LIGN 168 - Linear Predictive Coding

# Linear Predictive Coding

### Will Styler - LIGN 168

---

### Today's Plan

- Source/Filter Review

- Understanding LPC

- Where is LPC useful?

- What are the dangers of LPC?

---

### Review: Source Filter Theory

- **Source**: The harmonics output by the larynx

---

- **Filter**: The resonance properties of the rest of the vocal tract
	- These can be poles (adding power) or zeroes (removing power)

- The speech signal can be thought as the result of imposing the filter on the source

---

### Thus, we need to understand two states to model speech!

- What is the source doing? 
	- (i.e. What is f0 and that whole situation?)

- What is the filter doing? 
	- (i.e. what are the poles and zeroes like)

- **These two things are independent of one another**

---

### Understanding f0 and the Source

- What is f0?

- What are the harmonics' (relative) amplitudes?

- Is the source signal noisy?  Irregular?

- This is a question of pitch tracking and source modeling

- *We'll talk about this next time!*

---

### Understanding the filter

- Where are the main poles which are filtering the source?

- Where are the main zeroes which are filtering the source?

- How are these poles and zeroes changing over time?

- We use LPC for this!

---

### The filter has a large effect on a signal's *spectral envelope*

---

### The filter has a large effect on a signal's *spectral envelope*

---

### If we can estimate that envelope, without the effect of the source, we have the filter!

- To do that, we need...

---

## Linear Predictive Coding (LPC)

---

### LPC is a tool for analyzing the spectral properties of a signal

- It aims to estimate the filter **only**, and track changes to that filter over the duration of a signal

- This was developed specifically for speech encoding, although it's useful elsewhere

- It's *linear* in that it uses linear equations to model the speech signal

- It's *predictive* in that it looks at past moments to *predict* the present state

- It can be used to *(en)code* and *(de)code* speech signals

---

### There's a lot of math underlying, but we're going to focus on intuitions

- Luckily, the math is very easy to find out there on the internet

- ... and boy do electrical engineers love making this opaque and equationy

---

### LPC has a few main steps to 'encode' a sound

- Step 1: Division into frames

- Step 2: Auto-Correlation Computation

- Step 3: Coefficient Calculation

---

### Step 1: Division into frames ('framing')

- We're going to take the sound and slice it into a series of overlapping frames

- Usually this window is ~20-30ms
	- This is much longer than the windows used for Fourier Analysis
	- The same **time-frequency tradeoff** applies here

- We'll use a windowing function to smooth transitions between windows (e.g.

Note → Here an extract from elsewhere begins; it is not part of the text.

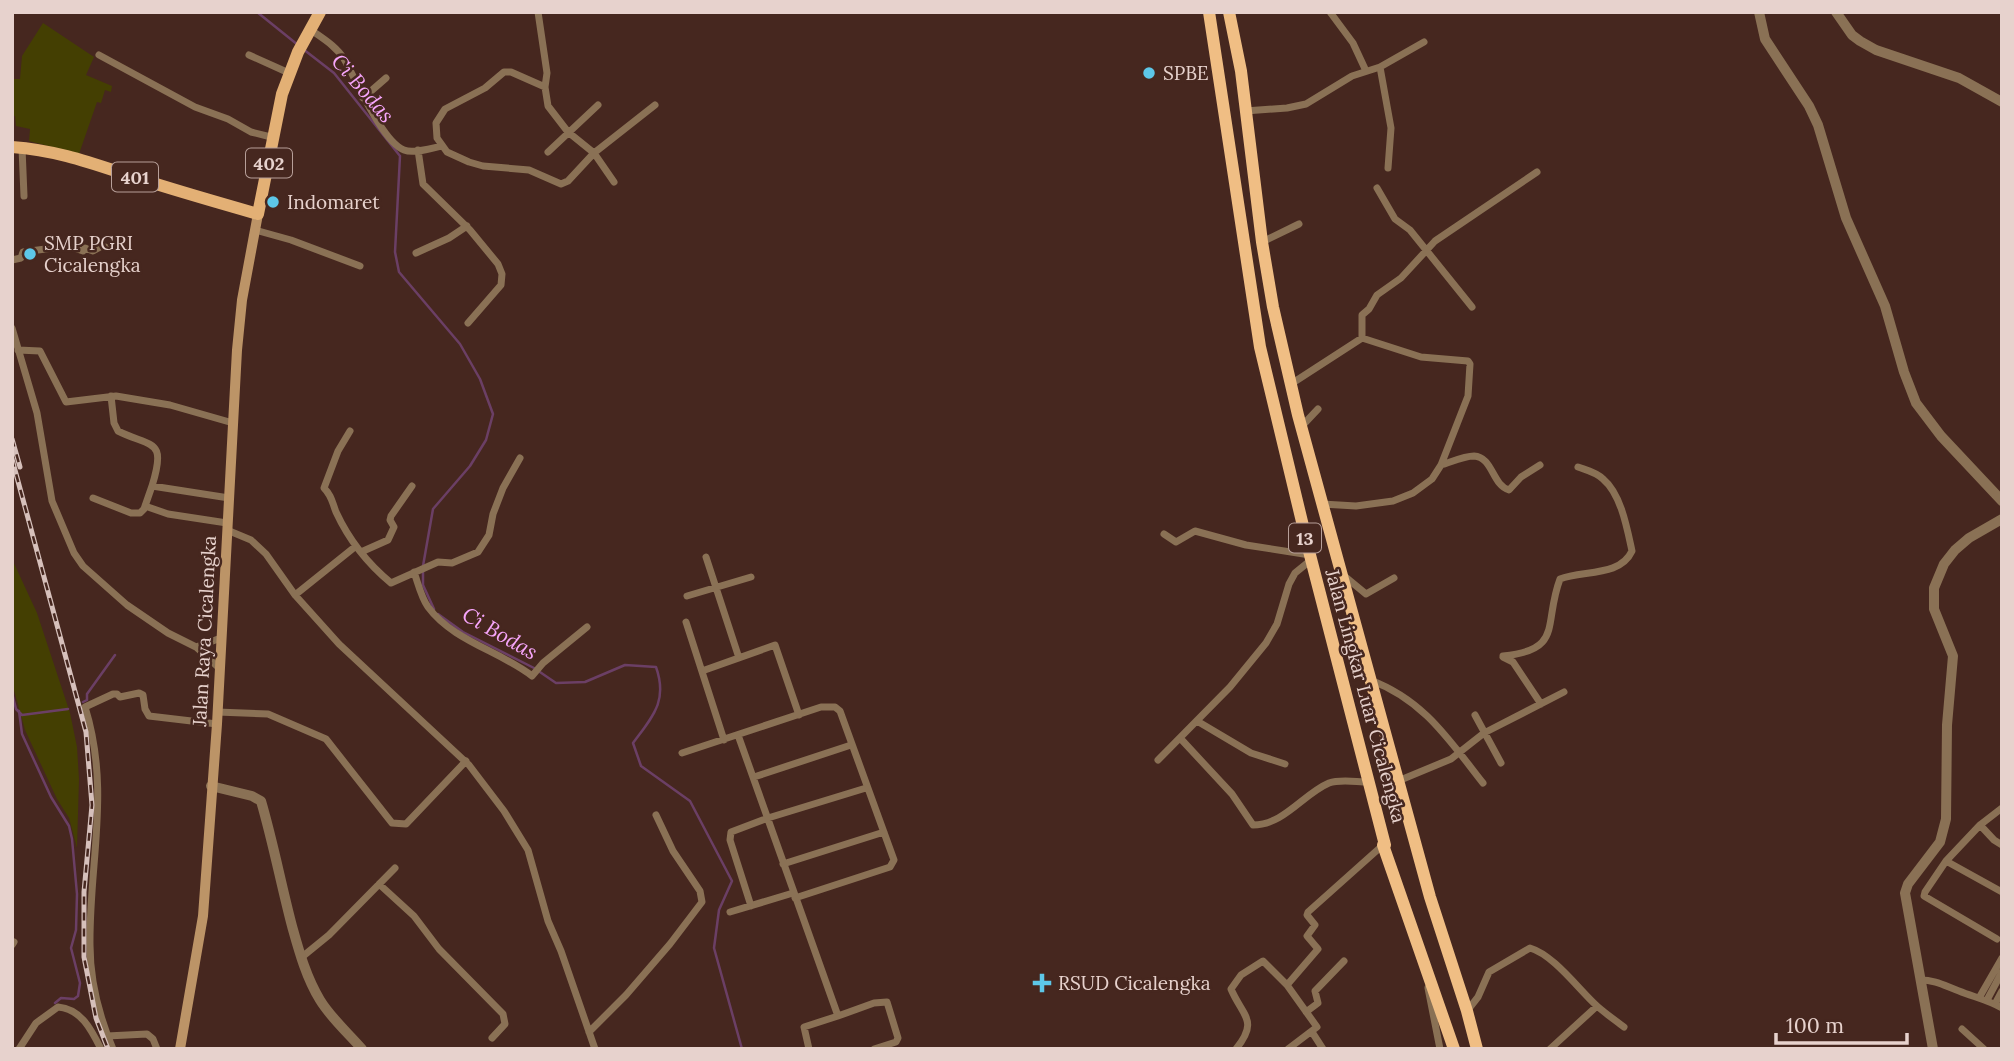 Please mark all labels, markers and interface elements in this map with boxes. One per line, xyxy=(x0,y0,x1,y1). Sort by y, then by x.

Hamming Windowing)

- This gives us a series of *frames* that we'll evaluate step by step

- We can assume/hope/pray that the vocal tract state is relatively steady in each 30 ms bucket

---

### Note: Framing will be a regular step all quarter

- It is very common to do framing as a part of nearly any speech processing pipeline

- The window function doesn't tend to vary too much

- Timescales sometimes do, but it's usually around 20-30ms

---

### A nice visualization of frames

---

### Step 2: Autocorrelation

- Autocorrelated things are predictable on the basis of their immediate past

- Speech is heavily *autocorrelated*

- Prior chunks of the signal look a lot like the subsequent chunks

- Tongues don't tend to teleport

---

### An /i/ vowel

---

### Finding autocorrelation is a brute-force process

- Take the correlation between the frame and the exact same frame at the same time
	- This will be a perfect correlation

- Now, take the correlation between the frame and the frame delayed by a certain **lag**
	- This will be a much lower number

- Now, continue trying longer lags and watch the autocorrelation change
	- Remember that a given frame will have more than one cycle (period) in it
	- When the cycles align, autocorrelation will spike!
	- We get a function from this

---

---

### an /i/ vowel

---

### An /n/

---

### This outputs an 'Autocorrelation Function'

- "Over the range of possible lags, here's how the autocorrelation changes"

- This will have multiple spikes (with the biggest at one period)

- *The timing and degree of these spikes actually tells us about the overall spectral shape*

---

---

### Step 3: Coefficient Generation

- **Black Box Alert!** This step requires math which we are not discussing 
	- Google 'Levinson-Durbin Algorithm for solving the Yule-Walker equations'

- The goal here is to create a set of *coefficients* which describe the filter's *spectral envelope*
	- Together, these coefficients describe the shape of the filter (poles, zeroes, and all)

- This is an optimization and modeling process!

---

### Poles and Zeroes of the Spectral Envelope

---

### The Key Insight: Generate filters, treat the source as error, and minimize the error!

- Sure, there's source information in the autocorrelation function, but a good filter will minimize its importance when *predicting* the signal

- We're modeling the stuff that changes less often (e.g. the tongue, formants, etc) and just letting the source do its own little thing

- We solve these equations to find *the filter that minimizes the contributions of the source!*

- The 'LPC model' is a set of 10-20 coefficients describing the filter in detail

---